(Data records begins)

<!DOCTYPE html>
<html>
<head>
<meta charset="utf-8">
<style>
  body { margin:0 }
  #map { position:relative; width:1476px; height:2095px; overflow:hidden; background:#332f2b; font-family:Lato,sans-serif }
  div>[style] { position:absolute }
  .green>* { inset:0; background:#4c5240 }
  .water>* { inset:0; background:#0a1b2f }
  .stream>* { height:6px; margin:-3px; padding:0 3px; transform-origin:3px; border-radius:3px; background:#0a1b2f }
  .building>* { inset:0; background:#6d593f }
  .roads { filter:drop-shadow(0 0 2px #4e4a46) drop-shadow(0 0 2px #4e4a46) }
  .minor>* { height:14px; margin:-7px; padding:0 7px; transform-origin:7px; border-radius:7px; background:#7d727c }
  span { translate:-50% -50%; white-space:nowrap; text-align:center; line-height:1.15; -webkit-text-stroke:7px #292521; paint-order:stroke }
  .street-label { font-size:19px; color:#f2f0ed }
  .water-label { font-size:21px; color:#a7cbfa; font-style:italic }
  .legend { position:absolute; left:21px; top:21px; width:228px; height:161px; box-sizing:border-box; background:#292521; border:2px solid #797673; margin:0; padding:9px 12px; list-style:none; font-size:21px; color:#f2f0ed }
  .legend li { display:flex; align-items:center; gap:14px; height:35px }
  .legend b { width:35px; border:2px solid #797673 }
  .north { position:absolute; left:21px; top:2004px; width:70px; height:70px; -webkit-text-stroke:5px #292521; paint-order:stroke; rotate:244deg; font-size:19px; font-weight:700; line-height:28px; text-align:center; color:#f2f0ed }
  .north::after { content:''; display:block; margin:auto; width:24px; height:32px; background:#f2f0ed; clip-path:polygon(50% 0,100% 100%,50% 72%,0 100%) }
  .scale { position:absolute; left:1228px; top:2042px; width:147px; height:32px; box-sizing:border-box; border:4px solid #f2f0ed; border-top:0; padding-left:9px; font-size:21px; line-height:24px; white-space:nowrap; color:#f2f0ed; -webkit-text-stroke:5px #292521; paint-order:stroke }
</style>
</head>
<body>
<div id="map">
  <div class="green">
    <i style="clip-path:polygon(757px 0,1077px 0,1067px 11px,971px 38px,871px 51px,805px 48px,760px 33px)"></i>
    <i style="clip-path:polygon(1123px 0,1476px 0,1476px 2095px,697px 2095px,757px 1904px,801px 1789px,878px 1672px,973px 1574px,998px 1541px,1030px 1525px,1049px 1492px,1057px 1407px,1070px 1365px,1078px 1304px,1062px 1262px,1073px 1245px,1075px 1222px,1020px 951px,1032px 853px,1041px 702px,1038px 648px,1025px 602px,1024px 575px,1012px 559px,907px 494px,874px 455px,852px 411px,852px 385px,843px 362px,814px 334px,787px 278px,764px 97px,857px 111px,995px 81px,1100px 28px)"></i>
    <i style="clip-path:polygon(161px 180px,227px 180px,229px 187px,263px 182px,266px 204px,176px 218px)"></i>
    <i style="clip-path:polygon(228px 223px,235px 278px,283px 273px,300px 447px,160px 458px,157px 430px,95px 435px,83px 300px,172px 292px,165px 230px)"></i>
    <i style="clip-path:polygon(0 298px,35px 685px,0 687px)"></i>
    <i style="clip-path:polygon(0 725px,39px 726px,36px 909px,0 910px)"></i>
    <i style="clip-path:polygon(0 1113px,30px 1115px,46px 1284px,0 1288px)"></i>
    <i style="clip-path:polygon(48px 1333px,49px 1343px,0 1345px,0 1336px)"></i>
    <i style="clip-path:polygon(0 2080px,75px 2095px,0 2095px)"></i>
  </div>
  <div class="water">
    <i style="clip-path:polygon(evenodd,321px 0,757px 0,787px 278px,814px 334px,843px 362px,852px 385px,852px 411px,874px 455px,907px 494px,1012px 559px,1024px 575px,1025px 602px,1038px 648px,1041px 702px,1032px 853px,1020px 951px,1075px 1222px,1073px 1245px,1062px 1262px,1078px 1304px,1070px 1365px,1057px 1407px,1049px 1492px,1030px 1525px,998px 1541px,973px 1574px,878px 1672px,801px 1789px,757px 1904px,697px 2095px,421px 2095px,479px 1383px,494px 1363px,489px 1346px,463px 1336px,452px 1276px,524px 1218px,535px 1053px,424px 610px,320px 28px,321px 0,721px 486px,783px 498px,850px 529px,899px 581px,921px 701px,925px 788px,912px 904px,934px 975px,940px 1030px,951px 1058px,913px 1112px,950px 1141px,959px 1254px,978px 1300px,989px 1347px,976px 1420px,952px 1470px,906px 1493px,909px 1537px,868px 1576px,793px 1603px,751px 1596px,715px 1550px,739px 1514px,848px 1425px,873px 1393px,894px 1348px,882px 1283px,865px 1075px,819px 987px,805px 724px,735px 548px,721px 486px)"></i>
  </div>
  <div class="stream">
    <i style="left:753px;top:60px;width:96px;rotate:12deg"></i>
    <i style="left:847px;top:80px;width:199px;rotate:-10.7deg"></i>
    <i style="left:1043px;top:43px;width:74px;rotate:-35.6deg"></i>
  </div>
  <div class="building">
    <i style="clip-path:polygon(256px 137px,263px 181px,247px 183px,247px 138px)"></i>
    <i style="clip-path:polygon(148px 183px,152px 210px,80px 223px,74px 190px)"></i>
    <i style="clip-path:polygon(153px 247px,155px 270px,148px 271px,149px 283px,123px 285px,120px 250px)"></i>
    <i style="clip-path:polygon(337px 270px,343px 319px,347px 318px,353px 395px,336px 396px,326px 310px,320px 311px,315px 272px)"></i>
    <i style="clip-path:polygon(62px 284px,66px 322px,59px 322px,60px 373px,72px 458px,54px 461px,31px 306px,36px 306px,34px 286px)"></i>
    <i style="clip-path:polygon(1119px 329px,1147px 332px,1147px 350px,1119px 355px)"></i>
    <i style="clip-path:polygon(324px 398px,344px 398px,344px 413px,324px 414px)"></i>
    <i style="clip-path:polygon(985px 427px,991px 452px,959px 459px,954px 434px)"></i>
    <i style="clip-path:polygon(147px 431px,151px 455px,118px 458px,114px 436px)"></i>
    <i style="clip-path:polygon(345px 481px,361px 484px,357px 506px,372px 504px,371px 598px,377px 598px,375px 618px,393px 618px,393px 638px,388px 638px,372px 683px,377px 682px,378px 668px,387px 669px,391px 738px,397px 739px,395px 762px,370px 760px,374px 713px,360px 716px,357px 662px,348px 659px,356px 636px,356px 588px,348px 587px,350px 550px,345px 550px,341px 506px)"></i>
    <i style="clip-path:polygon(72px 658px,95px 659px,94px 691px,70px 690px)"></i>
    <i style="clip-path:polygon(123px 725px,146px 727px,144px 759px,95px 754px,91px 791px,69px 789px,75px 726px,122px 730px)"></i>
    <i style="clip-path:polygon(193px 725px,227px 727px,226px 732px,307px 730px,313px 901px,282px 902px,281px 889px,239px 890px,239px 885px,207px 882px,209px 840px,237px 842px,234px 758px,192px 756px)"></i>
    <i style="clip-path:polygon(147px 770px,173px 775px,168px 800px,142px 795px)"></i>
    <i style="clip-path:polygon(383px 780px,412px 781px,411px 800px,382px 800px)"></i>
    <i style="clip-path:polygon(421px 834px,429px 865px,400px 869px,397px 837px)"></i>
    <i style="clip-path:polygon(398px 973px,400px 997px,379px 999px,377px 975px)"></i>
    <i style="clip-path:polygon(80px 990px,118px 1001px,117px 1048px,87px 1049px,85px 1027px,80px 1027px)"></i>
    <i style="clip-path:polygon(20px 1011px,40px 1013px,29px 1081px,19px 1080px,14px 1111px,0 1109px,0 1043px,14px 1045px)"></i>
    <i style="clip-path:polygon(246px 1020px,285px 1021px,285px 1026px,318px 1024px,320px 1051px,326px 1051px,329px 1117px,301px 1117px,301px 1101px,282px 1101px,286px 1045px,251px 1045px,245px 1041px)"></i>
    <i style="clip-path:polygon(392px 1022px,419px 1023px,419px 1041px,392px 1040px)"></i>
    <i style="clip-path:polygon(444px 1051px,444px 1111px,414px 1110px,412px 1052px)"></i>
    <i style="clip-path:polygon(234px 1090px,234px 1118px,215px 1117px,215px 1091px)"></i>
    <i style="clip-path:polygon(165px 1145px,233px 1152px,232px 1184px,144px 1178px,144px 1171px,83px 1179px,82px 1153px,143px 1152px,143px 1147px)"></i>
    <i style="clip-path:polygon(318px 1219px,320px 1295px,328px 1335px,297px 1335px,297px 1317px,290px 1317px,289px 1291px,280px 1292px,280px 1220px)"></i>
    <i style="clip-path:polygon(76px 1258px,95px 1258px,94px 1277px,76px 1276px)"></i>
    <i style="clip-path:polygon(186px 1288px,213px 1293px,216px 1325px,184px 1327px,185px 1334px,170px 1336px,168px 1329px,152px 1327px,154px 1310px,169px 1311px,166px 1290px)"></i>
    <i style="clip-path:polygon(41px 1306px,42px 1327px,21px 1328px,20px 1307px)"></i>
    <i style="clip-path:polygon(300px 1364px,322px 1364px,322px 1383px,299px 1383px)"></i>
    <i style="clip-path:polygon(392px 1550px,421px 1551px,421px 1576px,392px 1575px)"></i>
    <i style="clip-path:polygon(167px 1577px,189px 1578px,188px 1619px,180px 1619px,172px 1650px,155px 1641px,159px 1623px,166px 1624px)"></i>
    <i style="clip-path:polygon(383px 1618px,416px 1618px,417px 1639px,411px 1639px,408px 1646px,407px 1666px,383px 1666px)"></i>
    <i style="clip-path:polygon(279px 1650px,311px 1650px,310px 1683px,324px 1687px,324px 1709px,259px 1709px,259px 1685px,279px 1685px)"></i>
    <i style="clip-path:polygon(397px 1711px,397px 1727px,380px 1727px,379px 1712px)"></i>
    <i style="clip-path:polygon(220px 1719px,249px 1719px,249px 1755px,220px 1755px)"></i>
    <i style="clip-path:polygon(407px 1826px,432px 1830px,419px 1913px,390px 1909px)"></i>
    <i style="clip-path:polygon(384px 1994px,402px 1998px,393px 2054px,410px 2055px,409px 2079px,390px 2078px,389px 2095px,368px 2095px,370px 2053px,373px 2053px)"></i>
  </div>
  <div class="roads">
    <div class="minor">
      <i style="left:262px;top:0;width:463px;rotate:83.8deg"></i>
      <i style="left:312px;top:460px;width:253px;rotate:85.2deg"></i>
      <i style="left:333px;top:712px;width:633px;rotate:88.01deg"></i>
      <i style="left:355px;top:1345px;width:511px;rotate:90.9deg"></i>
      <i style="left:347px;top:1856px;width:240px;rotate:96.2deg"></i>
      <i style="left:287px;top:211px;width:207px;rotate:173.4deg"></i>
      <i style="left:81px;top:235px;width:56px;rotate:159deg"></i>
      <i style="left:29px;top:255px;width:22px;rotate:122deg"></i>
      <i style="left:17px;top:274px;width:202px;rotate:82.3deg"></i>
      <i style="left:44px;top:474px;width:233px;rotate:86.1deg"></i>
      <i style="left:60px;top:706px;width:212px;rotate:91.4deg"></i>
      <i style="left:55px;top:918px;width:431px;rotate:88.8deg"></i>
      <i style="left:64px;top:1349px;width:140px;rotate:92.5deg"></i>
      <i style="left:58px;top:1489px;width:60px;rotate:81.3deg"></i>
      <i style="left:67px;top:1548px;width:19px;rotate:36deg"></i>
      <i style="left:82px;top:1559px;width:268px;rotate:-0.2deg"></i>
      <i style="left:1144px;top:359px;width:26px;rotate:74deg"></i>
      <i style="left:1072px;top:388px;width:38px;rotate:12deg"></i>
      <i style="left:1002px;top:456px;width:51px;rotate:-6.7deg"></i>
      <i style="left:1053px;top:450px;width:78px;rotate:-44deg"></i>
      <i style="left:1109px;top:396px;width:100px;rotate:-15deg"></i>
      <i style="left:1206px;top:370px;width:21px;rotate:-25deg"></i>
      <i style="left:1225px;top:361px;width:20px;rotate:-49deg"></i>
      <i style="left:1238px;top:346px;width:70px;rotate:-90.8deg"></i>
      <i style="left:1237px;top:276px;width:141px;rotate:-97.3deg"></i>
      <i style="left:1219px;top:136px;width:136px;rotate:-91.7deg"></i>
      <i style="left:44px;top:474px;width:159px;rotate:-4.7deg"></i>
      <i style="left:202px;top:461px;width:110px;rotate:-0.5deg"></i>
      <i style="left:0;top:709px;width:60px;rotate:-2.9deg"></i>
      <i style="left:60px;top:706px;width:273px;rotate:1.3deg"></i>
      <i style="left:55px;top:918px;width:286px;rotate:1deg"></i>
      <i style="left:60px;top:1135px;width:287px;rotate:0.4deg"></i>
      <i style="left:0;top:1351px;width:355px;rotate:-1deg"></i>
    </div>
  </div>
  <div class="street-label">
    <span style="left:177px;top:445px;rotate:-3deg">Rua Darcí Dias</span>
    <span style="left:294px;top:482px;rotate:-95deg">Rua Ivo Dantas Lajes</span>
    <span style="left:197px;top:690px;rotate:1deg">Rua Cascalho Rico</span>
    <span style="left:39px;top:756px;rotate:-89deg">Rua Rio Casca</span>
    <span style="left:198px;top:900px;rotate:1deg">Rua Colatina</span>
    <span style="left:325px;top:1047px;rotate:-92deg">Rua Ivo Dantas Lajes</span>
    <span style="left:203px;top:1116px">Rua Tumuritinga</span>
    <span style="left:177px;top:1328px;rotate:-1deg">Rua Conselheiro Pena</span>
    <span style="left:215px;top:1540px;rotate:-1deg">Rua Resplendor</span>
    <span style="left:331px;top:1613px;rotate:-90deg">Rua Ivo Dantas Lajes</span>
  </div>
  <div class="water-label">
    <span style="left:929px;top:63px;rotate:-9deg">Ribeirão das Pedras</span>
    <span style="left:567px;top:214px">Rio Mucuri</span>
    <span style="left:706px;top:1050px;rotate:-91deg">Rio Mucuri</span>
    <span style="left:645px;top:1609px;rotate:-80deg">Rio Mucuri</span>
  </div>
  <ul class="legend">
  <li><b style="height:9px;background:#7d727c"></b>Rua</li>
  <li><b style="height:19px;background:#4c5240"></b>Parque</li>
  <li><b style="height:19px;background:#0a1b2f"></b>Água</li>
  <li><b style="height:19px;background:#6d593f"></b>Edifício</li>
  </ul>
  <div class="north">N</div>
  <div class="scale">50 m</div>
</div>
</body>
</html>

(Data records ends)

Work instructions:
Print again the lines of the entries above that fall between the line holding "position:relative; width:1476px; height:2095px;" and the line holding "filter:drop-shadow(0 0 2px", inclusive, exactly as they stand.

Exercise solution:
  #map { position:relative; width:1476px; height:2095px; overflow:hidden; background:#332f2b; font-family:Lato,sans-serif }
  div>[style] { position:absolute }
  .green>* { inset:0; background:#4c5240 }
  .water>* { inset:0; background:#0a1b2f }
  .stream>* { height:6px; margin:-3px; padding:0 3px; transform-origin:3px; border-radius:3px; background:#0a1b2f }
  .building>* { inset:0; background:#6d593f }
  .roads { filter:drop-shadow(0 0 2px #4e4a46) drop-shadow(0 0 2px #4e4a46) }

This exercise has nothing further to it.